● Work task
How many lines in the data below have the string "minor"? Reply with the number alone.

(Stored data entries)
=-=-=

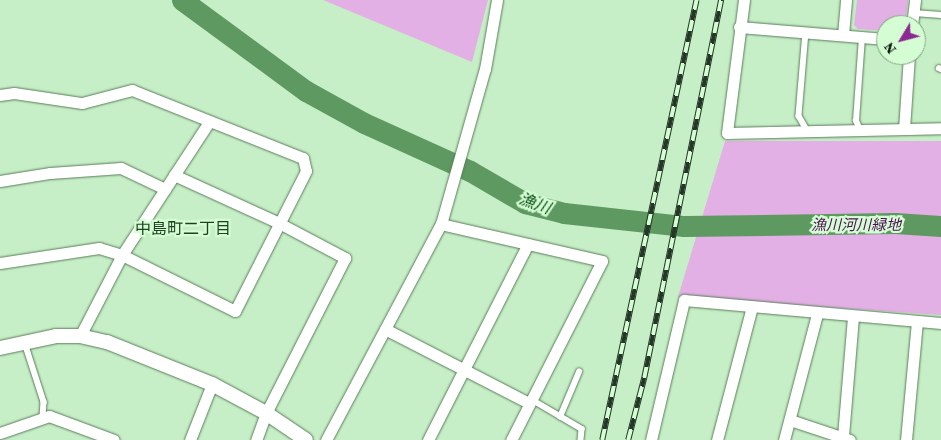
<!DOCTYPE html>
<meta charset="utf-8">
<style>
body{margin:0}
#map{position:relative;width:941px;height:440px;overflow:hidden;background:#c7efc7;font-family:"Source Serif 4","Noto Sans JP",serif}
div>[style]{position:absolute}
.green>*{inset:0;background:#e2b0e4}
.river>*{height:21px;margin:-10.5px;padding:0 10.5px;transform-origin:10.5px;border-radius:10.5px;background:#5d9960}
.roads{filter:drop-shadow(0 0 1px #597d5a) drop-shadow(0 0 1px #597d5a)}
.service>*{height:5.5px;margin:-2.75px;padding:0 2.75px;transform-origin:2.75px;border-radius:2.75px;background:#fff}
.minor>*{height:11px;margin:-5.5px;padding:0 5.5px;transform-origin:5.5px;border-radius:5.5px;background:#fff}
.tertiary>*{height:14px;margin:-7px;padding:0 7px;transform-origin:7px;border-radius:7px;background:#fff}
.rail>*{height:5.5px;margin-top:-2.75px;transform-origin:0;background:repeating-linear-gradient(90deg,#d4fdd4 0 11px,#243625 0 22px);box-sizing:border-box;border-block:1px solid #243625}
span{translate:-50% -50%;white-space:nowrap;text-align:center;line-height:1.15;-webkit-text-stroke:4.5px #d4fdd4;paint-order:stroke}
.park-label{font-size:15px;color:#520b57;font-style:italic}
.water-label{font-size:16px;color:#094d16;font-style:italic}
.neighbourhood-label{font-size:16px;color:#1f4121}
.north{position:absolute;left:876px;top:15px;width:50px;height:50px;box-sizing:border-box;background:#d4fdd4;border:1px solid #82a082;border-radius:50%;rotate:233deg;font-size:14px;font-weight:700;line-height:20px;text-align:center;color:#061407}
.north::after{content:'';display:block;margin:auto;width:18px;height:22px;background:#8c2a92;clip-path:polygon(50% 0,100% 100%,50% 72%,0 100%)}
</style>
<div id="map">
<div class="green">
<i style="clip-path:polygon(323px 0,488px 0,472px 62px)"></i>
<i style="clip-path:polygon(857px 0,908px 0,905px 25px,886px 25px,886px 31px,858px 29px,854px 25px)"></i>
<i style="clip-path:polygon(725px 141px,941px 141px,941px 315px,678px 297px)"></i>
</div>
<div class="river">
<i style="left:182px;top:0;width:154px;rotate:36.3deg"></i>
<i style="left:306px;top:91px;width:66px;rotate:28.9deg"></i>
<i style="left:364px;top:123px;width:116px;rotate:24.4deg"></i>
<i style="left:470px;top:171px;width:64px;rotate:30.2deg"></i>
<i style="left:525px;top:203px;width:40px;rotate:14.4deg"></i>
<i style="left:564px;top:213px;width:121px;rotate:6.2deg"></i>
<i style="left:684px;top:226px;width:211px;rotate:-0.8deg"></i>
<i style="left:895px;top:223px;width:46px;rotate:3.7deg"></i>
</div>
<div class="roads">
<div class="service">
<i style="left:914px;top:13px;width:27px;rotate:4deg"></i>
<i style="left:806px;top:32px;width:84px;rotate:94.8deg"></i>
<i style="left:799px;top:116px;width:16px;rotate:60deg"></i>
<i style="left:939px;top:68px;width:2px;rotate:27deg"></i>
<i style="left:860px;top:130px;width:10px;rotate:-114deg"></i>
<i style="left:856px;top:121px;width:84px;rotate:-85.9deg"></i>
<i style="left:25px;top:343px;width:62px;rotate:72.1deg"></i>
<i style="left:44px;top:402px;width:16px;rotate:94deg"></i>
<i style="left:531px;top:399px;width:59px;rotate:30.5deg"></i>
<i style="left:582px;top:429px;width:11px;rotate:95deg"></i>
<i style="left:560px;top:417px;width:49px;rotate:-67.1deg"></i>
</div>
<div class="minor">
<i style="left:744px;top:0;width:134px;rotate:97.3deg"></i>
<i style="left:727px;top:133px;width:214px;rotate:-1.3deg"></i>
<i style="left:912px;top:25px;width:25px;rotate:-83deg"></i>
<i style="left:739px;top:27px;width:147px;rotate:4.7deg"></i>
<i style="left:843px;top:35px;width:35px;rotate:-85deg"></i>
<i style="left:0;top:95px;width:14px;rotate:-8deg"></i>
<i style="left:14px;top:93px;width:69px;rotate:8.4deg"></i>
<i style="left:82px;top:103px;width:52px;rotate:-14.6deg"></i>
<i style="left:132px;top:90px;width:184px;rotate:21.7deg"></i>
<i style="left:303px;top:158px;width:13px;rotate:77deg"></i>
<i style="left:306px;top:171px;width:157px;rotate:116.9deg"></i>
<i style="left:235px;top:311px;width:126px;rotate:-153.6deg"></i>
<i style="left:122px;top:255px;width:91px;rotate:117.4deg"></i>
<i style="left:904px;top:129px;width:74px;rotate:-86.1deg"></i>
<i style="left:174px;top:175px;width:115px;rotate:24.6deg"></i>
<i style="left:279px;top:223px;width:75px;rotate:27.9deg"></i>
<i style="left:345px;top:258px;width:174px;rotate:117deg"></i>
<i style="left:266px;top:413px;width:29px;rotate:110deg"></i>
<i style="left:0;top:181px;width:51px;rotate:-9.1deg"></i>
<i style="left:50px;top:173px;width:71px;rotate:-4deg"></i>
<i style="left:121px;top:168px;width:49px;rotate:25.5deg"></i>
<i style="left:441px;top:224px;width:165px;rotate:12.9deg"></i>
<i style="left:602px;top:261px;width:201px;rotate:116.9deg"></i>
<i style="left:0;top:263px;width:100px;rotate:-8.6deg"></i>
<i style="left:99px;top:248px;width:24px;rotate:17deg"></i>
<i style="left:122px;top:255px;width:159px;rotate:-56.8deg"></i>
<i style="left:385px;top:329px;width:162px;rotate:27.2deg"></i>
<i style="left:790px;top:420px;width:63px;rotate:18.4deg"></i>
<i style="left:0;top:433px;width:52px;rotate:-19.1deg"></i>
<i style="left:49px;top:416px;width:69px;rotate:20.3deg"></i>
<i style="left:843px;top:436px;width:119px;rotate:-85.2deg"></i>
<i style="left:190px;top:440px;width:60px;rotate:-68.6deg"></i>
<i style="left:326px;top:440px;width:245px;rotate:-62deg"></i>
<i style="left:441px;top:224px;width:161px;rotate:-74.2deg"></i>
<i style="left:485px;top:69px;width:70px;rotate:-80.1deg"></i>
<i style="left:428px;top:440px;width:220px;rotate:-63deg"></i>
<i style="left:651px;top:440px;width:144px;rotate:-76.7deg"></i>
<i style="left:684px;top:300px;width:258px;rotate:5.1deg"></i>
<i style="left:717px;top:440px;width:138px;rotate:-75.3deg"></i>
<i style="left:784px;top:440px;width:130px;rotate:-75.3deg"></i>
<i style="left:906px;top:440px;width:119px;rotate:-84.7deg"></i>
</div>
<div class="tertiary">
<i style="left:0;top:348px;width:57px;rotate:-12.1deg"></i>
<i style="left:56px;top:336px;width:24px"></i>
<i style="left:80px;top:336px;width:28px;rotate:13deg"></i>
<i style="left:107px;top:342px;width:113px;rotate:21.8deg"></i>
<i style="left:212px;top:384px;width:61px;rotate:28.2deg"></i>
<i style="left:266px;top:413px;width:48px;rotate:34deg"></i>
</div>
</div>
<div class="rail">
<i style="left:602px;top:440px;width:450px;rotate:-77.9deg"></i>
<i style="left:628px;top:440px;width:64px;rotate:-75.5deg"></i>
<i style="left:644px;top:378px;width:386px;rotate:-78.5deg"></i>
</div>
<div class="park-label">
<span style="left:856px;top:225px">漁川河川緑地</span>
</div>
<div class="water-label">
<span style="left:535px;top:203px;rotate:20deg">漁川</span>
</div>
<div class="neighbourhood-label">
<span style="left:183px;top:228px">中島町二丁目</span>
</div>
<div class="north">N</div>
</div>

=-=-=

● Task response
2